Маша любила песни Ирмы Яунзем и Тамары Ханум, любила слушать Поля Робсона, исполняющего «Широка страна моя родная», слушать испанца Фернандо Кардону. Ратные у них голоса, разного масштаба таланты, но для Маши они все близки, она видит тут взаимный интерес народов друг к другу.
Спектакль окончился. Друг Чарыева попрощался, ушел. Остались вдвоем, — им было по пути. Впереди чернели дорожки городского сквера.
Стояла безлунная туркменская ночь. Маша едва различала спутника, шедшего рядом.
— Почему скрываетесь от меня? Почему избегаете? — спросил он неожиданно Машу.
— Разве я скрываюсь? Вот сегодня были в театре…

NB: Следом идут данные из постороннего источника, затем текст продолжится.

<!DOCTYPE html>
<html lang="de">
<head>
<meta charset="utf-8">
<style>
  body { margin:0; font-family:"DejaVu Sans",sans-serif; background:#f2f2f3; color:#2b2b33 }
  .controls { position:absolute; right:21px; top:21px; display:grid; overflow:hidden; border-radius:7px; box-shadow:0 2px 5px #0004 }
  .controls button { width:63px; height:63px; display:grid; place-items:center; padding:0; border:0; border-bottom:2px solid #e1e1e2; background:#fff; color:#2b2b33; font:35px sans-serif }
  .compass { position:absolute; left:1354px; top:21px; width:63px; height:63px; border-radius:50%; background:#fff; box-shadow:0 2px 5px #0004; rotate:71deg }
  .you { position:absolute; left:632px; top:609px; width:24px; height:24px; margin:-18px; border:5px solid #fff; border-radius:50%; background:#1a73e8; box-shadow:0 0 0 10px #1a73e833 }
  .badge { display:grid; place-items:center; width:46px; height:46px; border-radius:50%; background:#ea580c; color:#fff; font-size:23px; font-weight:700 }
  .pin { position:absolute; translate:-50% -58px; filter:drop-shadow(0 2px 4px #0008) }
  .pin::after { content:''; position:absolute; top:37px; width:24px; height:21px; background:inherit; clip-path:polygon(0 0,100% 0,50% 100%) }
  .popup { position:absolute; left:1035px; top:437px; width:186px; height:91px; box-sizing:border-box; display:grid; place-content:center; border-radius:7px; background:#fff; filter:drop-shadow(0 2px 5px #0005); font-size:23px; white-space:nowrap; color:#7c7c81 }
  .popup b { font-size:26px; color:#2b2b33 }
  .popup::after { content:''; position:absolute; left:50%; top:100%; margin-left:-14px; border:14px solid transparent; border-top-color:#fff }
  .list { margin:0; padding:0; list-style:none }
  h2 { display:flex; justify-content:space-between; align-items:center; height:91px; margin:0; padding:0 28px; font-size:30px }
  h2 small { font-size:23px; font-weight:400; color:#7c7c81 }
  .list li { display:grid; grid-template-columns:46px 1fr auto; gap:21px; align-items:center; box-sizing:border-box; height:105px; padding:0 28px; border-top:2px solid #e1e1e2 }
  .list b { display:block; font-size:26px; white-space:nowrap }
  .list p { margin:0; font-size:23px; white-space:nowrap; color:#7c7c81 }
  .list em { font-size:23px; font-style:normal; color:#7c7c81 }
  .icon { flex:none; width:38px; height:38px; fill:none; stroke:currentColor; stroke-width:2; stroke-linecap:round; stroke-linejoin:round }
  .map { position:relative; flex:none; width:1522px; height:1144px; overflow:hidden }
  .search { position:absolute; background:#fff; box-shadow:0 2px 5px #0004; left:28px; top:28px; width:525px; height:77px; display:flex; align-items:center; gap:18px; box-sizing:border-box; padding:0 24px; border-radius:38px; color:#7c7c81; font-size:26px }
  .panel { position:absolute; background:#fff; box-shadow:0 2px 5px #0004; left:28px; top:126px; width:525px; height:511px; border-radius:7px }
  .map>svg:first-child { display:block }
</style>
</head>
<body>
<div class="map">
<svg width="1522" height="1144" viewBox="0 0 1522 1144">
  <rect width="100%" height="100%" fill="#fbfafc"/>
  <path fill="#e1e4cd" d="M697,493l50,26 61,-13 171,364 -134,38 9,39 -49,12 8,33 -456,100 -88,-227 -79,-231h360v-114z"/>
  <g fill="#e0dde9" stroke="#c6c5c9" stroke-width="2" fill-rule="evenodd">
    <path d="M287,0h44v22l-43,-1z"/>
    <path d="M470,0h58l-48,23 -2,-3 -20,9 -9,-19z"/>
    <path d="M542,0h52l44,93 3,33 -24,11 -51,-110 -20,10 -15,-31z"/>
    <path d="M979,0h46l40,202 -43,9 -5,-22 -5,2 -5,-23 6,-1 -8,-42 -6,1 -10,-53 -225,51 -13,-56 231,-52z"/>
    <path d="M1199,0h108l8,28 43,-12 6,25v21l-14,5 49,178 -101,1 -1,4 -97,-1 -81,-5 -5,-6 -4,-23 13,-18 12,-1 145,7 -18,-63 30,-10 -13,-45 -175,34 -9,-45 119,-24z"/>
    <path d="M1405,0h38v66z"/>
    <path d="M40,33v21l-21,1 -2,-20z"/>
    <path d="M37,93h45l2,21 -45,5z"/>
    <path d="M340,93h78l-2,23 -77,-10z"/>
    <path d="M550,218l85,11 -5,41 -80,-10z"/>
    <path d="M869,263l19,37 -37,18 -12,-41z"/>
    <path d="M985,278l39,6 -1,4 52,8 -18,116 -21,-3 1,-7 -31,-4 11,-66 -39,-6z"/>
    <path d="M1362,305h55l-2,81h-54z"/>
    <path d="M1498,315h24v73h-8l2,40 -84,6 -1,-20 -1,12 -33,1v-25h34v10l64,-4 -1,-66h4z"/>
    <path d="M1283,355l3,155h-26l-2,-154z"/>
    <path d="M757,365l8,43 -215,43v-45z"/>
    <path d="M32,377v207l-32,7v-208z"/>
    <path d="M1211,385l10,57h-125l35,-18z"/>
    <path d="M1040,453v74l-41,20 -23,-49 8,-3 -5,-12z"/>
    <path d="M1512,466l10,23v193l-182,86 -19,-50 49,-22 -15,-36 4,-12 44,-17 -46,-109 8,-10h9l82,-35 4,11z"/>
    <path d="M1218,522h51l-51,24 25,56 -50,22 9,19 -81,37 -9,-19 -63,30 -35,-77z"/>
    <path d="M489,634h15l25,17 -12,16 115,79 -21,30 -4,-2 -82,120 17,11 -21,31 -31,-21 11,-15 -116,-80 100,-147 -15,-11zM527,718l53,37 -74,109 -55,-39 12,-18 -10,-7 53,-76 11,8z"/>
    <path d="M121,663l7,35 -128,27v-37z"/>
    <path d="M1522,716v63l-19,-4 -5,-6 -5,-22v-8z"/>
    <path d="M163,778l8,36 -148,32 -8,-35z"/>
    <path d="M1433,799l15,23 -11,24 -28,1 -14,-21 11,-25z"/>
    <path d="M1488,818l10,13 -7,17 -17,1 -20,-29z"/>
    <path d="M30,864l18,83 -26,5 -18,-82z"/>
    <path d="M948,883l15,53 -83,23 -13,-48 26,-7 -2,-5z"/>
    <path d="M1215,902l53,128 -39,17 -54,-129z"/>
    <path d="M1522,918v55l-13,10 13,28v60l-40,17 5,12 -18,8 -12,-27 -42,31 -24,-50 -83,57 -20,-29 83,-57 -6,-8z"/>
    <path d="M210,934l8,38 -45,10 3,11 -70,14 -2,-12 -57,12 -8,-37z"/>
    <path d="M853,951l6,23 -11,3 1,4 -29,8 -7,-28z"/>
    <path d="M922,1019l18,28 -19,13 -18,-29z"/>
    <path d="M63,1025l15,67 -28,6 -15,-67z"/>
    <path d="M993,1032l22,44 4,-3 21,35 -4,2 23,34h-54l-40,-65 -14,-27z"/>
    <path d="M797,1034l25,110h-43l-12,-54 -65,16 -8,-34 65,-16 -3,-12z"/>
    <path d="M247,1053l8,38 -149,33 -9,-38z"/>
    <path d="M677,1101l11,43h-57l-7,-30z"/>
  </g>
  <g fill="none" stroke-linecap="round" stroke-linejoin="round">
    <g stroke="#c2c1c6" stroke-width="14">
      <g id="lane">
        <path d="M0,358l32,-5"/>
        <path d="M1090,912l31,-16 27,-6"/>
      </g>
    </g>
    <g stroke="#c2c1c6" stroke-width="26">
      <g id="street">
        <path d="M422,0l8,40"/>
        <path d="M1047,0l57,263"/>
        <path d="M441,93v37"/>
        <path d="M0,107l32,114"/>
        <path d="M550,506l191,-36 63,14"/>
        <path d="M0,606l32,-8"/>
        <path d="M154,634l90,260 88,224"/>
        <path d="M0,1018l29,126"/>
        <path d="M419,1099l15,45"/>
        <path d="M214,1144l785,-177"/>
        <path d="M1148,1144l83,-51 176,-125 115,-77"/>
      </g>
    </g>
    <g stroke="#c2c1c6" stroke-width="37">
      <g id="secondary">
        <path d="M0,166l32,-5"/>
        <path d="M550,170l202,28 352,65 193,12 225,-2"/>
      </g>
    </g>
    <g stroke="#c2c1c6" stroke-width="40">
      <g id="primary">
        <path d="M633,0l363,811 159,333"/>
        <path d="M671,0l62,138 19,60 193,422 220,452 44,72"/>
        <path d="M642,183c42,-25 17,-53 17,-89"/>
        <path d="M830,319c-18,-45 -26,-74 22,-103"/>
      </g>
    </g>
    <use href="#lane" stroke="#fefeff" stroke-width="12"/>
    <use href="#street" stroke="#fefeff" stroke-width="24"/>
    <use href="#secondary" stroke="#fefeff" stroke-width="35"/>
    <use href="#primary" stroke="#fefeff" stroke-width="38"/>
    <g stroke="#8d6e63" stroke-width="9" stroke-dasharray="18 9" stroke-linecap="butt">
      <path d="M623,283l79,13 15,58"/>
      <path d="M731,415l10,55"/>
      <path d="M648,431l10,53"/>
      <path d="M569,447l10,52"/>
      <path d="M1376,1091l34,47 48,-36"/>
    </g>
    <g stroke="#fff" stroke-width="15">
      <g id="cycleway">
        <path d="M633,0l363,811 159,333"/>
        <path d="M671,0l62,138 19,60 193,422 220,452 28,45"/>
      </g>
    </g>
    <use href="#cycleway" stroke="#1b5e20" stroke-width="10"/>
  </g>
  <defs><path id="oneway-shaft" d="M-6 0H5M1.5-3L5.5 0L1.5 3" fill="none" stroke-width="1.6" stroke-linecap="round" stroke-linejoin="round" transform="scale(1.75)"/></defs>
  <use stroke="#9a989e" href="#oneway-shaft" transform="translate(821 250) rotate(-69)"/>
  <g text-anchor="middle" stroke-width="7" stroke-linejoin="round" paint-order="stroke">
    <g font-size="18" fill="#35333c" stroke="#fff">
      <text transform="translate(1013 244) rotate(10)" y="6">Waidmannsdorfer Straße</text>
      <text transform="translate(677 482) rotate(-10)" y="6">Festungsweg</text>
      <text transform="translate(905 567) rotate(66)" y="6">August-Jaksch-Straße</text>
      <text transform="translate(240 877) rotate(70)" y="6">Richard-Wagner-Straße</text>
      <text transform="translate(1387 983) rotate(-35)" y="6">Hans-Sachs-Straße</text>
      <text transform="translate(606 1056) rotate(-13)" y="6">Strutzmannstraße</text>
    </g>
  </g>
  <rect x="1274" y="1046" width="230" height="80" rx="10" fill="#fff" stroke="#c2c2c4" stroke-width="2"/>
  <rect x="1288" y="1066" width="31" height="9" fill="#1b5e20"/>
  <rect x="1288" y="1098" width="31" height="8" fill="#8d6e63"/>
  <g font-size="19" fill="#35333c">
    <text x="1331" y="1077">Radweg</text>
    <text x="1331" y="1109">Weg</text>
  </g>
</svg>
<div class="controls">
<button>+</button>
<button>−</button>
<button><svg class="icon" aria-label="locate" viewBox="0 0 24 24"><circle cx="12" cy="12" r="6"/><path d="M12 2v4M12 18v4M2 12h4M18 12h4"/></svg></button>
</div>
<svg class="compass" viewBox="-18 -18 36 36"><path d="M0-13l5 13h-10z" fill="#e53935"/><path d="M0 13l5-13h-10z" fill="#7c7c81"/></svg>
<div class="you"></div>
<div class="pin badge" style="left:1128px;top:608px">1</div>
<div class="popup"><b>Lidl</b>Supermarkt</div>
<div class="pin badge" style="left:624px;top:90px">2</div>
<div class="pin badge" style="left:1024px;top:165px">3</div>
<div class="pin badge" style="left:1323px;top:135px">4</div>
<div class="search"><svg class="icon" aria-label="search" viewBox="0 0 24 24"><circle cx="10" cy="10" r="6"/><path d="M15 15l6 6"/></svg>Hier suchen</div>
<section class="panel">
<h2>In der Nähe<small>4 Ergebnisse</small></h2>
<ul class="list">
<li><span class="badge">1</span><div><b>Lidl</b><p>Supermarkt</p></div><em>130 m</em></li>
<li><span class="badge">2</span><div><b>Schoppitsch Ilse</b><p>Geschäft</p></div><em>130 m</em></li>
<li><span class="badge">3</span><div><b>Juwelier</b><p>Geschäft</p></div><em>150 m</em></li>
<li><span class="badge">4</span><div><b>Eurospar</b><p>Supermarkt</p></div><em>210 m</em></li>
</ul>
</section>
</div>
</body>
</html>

— А разве вы не замечаете, что со мной делается? Я одну вас вижу, ни о ком думать не могу.
Он внезапно обнял ее и притянул к себе. Она гнулась в его руках, пытаясь вырваться, а он не отпускал и говорил:
— Я думал, мы с тобой — огонь и огонь, вода и вода. Значит, не так, огонь и вода, огонь и снег?
С большим трудом она вырвалась из его железных объятий, нет не железных, — горячих, нежных, хотя и сильных. Вырвалась и побежала прочь.
— Бежишь? Ну, догнать я тебя не смогу, — сказал он зло.
Черствая бездушная женщина! Ты бежишь, пользуясь его увечьем, его слабостью. Ты, которая рождена для добра, для того, чтобы согревать, радовать людей!
Нет, она не остановилась. Снег и огонь? Но иначе она не могла. В те минуты ей показалось, что жизнь Кости — в ее руках и судьба его зависит от нее одной. Она не могла поступить иначе. Она уже знает цену счастья, цену семьи.
Глава 25. За сыном
Скоро домой, в Ленинград! Мама уже хлопочет о вызове. Его пришлют не сегодня-завтра. К отъезду надо хорошенько подготовиться, запасти всем детям шерстяные чулки, рейтузы, пальто, — здесь шерсть дешевая. Бабушка и Зою научила вязать, — девочка сама шарфик вывязала себе, умница. Чулки и прочее вяжет уборщица института тетя Шура, недорого.
Подходит время собрать всех птенцов в гнездо. Первым делом Толика надо привезти. Он в Кара-Кала, это на границе с Ираном, туда пропуск нужен. Ладно, попросим пропуск.
Маша припасла сыну одежду и обувь, — он же уходит из детского дома домой, всё свое надо. Сандалики номер двадцать четыре, она узнавала. На рынке пришлось купить, ношеные.
Маша получила свою последнюю командировку — в Красноводск, снова по набору в институт. Оттуда до Кизыл-Арвата поедет поездом, а из Кизыл-Арвата в Кара-Кала ходит автобус.
Красноводск лежит на берегу Каспия, небольшой, весь на виду, если взглянуть с моря. Улицы его прямо врубаются в горы, заканчиваясь тупиками, дальше которых — скалы.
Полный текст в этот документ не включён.